Well, the problem is that I think I know what to do, but I can't remember how it's done :S
If Ax = 0, then it's nonsingular, so that's all I have to show.
And then I multiply the matrix with x ([x1, x2, x3]) I just get the same matrix as I have above, but with zeros in the fourth column.
So if I put in on REF I get that x1 = -a, x2 = a2/2.
And then what ? In my head in seems so easy, but I just can't figure it out :S
What is the a's that's satisfy that the matrix is nonsingular ?
If I use RREF on AB = BA = I, I get that a $$\neq$$ (+-)2. But I can only do that if I have assumed that the matrix, A, is nonsingular, which I have not shown yet.
So, what to do ? :)

Regards

Mark44
Mentor

## Homework Statement

For which a $$\in$$ C is the 3x3 matrix:

$$$\left[ \begin{matrix} a & 2 & 0 \\ 0 & -1 & 2 \\ 1 & 0 & a \\ \end{matrix} \right]$$$
nonsingular ?

Ax = 0

## The Attempt at a Solution

Well, the problem is that I think I know what to do, but I can't remember how it's done :S
If Ax = 0, then it's nonsingular,
so that's all I have to show.
That's not the definition of nonsingularity. The equation above is true for x = 0 for any square matrix. If the matrix is nonsingular, the equation will be true only for x = 0.

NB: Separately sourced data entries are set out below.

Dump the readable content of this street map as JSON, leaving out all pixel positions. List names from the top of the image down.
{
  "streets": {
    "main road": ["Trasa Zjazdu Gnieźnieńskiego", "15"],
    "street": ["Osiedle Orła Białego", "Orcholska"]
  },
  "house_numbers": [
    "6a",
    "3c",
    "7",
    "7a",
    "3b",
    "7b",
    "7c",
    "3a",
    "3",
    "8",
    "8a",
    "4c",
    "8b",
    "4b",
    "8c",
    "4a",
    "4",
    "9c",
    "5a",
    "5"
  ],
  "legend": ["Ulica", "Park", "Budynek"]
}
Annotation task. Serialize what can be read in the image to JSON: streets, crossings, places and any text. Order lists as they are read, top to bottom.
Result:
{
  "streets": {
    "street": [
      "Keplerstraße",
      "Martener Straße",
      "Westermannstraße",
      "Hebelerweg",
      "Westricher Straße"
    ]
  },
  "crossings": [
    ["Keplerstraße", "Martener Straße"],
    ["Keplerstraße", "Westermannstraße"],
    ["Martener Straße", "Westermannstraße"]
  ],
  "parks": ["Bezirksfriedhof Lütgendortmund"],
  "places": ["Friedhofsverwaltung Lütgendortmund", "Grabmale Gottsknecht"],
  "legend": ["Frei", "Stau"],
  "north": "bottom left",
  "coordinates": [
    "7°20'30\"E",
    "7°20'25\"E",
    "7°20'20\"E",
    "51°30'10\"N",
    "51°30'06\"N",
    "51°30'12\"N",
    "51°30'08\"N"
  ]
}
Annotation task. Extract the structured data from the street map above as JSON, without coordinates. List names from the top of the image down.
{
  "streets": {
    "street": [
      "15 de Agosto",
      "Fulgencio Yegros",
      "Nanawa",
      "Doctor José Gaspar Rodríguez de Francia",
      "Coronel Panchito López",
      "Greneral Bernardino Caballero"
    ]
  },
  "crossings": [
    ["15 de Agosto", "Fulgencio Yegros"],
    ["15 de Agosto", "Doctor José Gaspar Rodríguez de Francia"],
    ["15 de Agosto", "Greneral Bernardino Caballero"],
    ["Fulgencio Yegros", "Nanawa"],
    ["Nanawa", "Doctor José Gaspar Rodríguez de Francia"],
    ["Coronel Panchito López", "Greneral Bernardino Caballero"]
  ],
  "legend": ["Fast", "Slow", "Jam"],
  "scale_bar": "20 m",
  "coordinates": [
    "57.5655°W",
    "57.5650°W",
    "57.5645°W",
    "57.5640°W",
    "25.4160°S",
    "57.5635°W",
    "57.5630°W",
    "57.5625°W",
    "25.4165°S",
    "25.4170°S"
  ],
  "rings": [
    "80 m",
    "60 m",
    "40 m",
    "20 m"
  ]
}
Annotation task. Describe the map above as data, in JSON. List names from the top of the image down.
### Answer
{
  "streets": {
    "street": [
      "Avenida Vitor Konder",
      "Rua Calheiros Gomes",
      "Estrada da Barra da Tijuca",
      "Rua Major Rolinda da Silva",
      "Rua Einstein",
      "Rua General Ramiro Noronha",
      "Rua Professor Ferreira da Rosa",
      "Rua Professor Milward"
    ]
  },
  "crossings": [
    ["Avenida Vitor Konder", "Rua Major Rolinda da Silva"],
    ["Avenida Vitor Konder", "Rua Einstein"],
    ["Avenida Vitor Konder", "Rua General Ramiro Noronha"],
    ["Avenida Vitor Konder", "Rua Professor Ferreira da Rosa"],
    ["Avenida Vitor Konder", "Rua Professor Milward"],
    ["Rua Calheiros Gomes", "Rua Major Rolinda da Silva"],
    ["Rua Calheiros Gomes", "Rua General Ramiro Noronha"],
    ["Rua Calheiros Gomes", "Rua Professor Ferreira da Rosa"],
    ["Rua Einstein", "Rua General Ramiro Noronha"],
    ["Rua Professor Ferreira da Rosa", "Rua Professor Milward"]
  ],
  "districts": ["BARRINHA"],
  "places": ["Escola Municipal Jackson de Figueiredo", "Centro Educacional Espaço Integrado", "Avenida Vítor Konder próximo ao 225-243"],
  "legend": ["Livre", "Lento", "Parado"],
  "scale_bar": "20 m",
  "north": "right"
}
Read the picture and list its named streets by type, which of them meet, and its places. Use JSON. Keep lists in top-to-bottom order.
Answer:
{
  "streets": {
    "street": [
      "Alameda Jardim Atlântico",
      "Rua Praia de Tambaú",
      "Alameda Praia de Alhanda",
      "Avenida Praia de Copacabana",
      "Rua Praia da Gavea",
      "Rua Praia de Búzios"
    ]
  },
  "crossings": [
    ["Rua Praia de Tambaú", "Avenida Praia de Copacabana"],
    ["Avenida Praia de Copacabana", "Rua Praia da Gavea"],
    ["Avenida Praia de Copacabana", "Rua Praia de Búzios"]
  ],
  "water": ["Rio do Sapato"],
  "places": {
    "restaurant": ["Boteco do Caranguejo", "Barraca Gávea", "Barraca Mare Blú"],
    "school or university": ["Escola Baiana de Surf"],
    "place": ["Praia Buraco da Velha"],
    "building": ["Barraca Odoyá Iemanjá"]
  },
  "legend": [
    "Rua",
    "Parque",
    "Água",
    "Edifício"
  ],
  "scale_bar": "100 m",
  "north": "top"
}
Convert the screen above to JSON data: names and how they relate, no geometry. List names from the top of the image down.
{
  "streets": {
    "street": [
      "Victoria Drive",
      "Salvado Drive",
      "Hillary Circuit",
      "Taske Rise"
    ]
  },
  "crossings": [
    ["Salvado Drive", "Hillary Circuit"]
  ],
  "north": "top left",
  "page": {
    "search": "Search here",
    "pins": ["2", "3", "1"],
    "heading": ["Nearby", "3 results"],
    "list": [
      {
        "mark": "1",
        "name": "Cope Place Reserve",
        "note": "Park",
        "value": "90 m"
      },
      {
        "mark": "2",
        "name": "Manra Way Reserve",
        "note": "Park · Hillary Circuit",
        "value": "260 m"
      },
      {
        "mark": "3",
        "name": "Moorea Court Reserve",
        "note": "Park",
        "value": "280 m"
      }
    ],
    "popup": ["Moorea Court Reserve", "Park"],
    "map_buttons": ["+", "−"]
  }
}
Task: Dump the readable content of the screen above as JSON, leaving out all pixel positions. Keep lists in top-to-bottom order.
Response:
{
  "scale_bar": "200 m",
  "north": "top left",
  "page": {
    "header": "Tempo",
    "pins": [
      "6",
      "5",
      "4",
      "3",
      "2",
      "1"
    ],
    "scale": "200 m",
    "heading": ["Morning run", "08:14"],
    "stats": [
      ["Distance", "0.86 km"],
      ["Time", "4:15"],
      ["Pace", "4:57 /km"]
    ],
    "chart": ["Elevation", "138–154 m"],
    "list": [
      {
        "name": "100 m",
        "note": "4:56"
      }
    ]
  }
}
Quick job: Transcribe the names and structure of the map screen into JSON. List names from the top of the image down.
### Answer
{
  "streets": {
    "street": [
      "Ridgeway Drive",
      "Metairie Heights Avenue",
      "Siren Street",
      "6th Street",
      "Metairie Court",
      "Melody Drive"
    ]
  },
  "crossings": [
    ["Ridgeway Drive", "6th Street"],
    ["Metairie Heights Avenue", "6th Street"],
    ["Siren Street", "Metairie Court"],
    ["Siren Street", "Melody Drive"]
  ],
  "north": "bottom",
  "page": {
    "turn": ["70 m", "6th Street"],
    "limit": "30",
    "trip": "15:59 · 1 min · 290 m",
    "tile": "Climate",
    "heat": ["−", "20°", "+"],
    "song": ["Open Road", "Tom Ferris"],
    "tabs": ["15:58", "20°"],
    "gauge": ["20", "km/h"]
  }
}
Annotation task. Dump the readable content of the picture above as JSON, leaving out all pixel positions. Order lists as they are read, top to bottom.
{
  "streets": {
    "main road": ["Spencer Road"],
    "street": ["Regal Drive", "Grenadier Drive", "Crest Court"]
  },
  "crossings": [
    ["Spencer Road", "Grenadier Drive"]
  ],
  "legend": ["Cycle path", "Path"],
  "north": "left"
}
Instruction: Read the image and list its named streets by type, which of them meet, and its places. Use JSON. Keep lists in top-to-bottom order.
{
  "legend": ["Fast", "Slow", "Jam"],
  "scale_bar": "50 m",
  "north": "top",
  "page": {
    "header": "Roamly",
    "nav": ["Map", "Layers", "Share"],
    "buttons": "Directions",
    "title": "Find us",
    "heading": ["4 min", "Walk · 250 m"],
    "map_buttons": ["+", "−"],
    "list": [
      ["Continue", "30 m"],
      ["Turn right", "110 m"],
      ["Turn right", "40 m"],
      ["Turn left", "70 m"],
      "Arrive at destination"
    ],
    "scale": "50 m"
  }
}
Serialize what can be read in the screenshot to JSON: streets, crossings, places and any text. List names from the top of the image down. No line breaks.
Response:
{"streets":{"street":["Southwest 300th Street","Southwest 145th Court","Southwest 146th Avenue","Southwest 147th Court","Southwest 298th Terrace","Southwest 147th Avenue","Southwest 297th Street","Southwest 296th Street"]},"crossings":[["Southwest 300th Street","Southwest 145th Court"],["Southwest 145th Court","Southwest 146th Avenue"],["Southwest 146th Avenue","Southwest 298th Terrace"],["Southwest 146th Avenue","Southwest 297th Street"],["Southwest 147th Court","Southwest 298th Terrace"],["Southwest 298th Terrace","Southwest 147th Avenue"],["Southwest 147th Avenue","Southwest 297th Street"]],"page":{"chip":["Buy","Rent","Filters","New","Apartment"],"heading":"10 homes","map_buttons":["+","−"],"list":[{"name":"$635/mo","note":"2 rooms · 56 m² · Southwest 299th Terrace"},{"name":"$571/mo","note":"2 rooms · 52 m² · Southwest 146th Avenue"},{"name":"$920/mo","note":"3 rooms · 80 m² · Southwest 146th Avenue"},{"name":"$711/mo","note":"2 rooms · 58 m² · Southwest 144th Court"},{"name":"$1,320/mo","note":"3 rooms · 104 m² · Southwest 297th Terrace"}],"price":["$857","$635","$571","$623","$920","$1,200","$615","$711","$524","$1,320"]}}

Another approach that I think you have forgotten, is that the determinant of a nonsingular (AKA invertible) matix is nonzero. Try taking the determinant and see what value(s) a needs to be so that the matrix is nonsingular.
And then I multiply the matrix with x ([x1, x2, x3]) I just get the same matrix as I have above, but with zeros in the fourth column.
So if I put in on REF I get that x1 = -a, x2 = a2/2.
And then what ? In my head in seems so easy, but I just can't figure it out :S
What is the a's that's satisfy that the matrix is nonsingular ?
If I use RREF on AB = BA = I, I get that a $$\neq$$ (+-)2. But I can only do that if I have assumed that the matrix, A, is nonsingular, which I have not shown yet.
So, what to do ? :)

Regards

Hmmm, but I think I'm not allowed to use determinants yet. We haven't "learned" it yet, so...

HallsofIvy
Homework Helper
Well, then, go back to your first idea but keep Mark44's caution in mind: for what values of a does
$$\begin{bmatrix} a & 2 & 0 \\ 0 & -1 & 2 \\ 1 & 0 & a \end{bmatrix}\begin{bmatrix}x \\ y \\ z\end{bmatrix}= \begin{bmatrix}ax+ 2y \\ -y+ 2z \\x+ az\end{bmatrix}= \begin{bmatrix}0 \\ 0 \\ 0 \\\end{bmatrix}$$
for x, y, and z NOT all 0?

Well, then, go back to your first idea but keep Mark44's caution in mind: for what values of a does
$$\begin{bmatrix} a & 2 & 0 \\ 0 & -1 & 2 \\ 1 & 0 & a \end{bmatrix}\begin{bmatrix}x \\ y \\ z\end{bmatrix}= \begin{bmatrix}ax+ 2y \\ -y+ 2z \\x+ az\end{bmatrix}= \begin{bmatrix}0 \\ 0 \\ 0 \\\end{bmatrix}$$
for x, y, and z NOT all 0?
Well, if I'm allowed to just solve the equations but substituting some of the equations into some of the others, I get that: a = 2 or a = -2.

Mark44
Mentor
Yes, those are correct. And you can check these by substituting into your original matrix to show that Ax = 0.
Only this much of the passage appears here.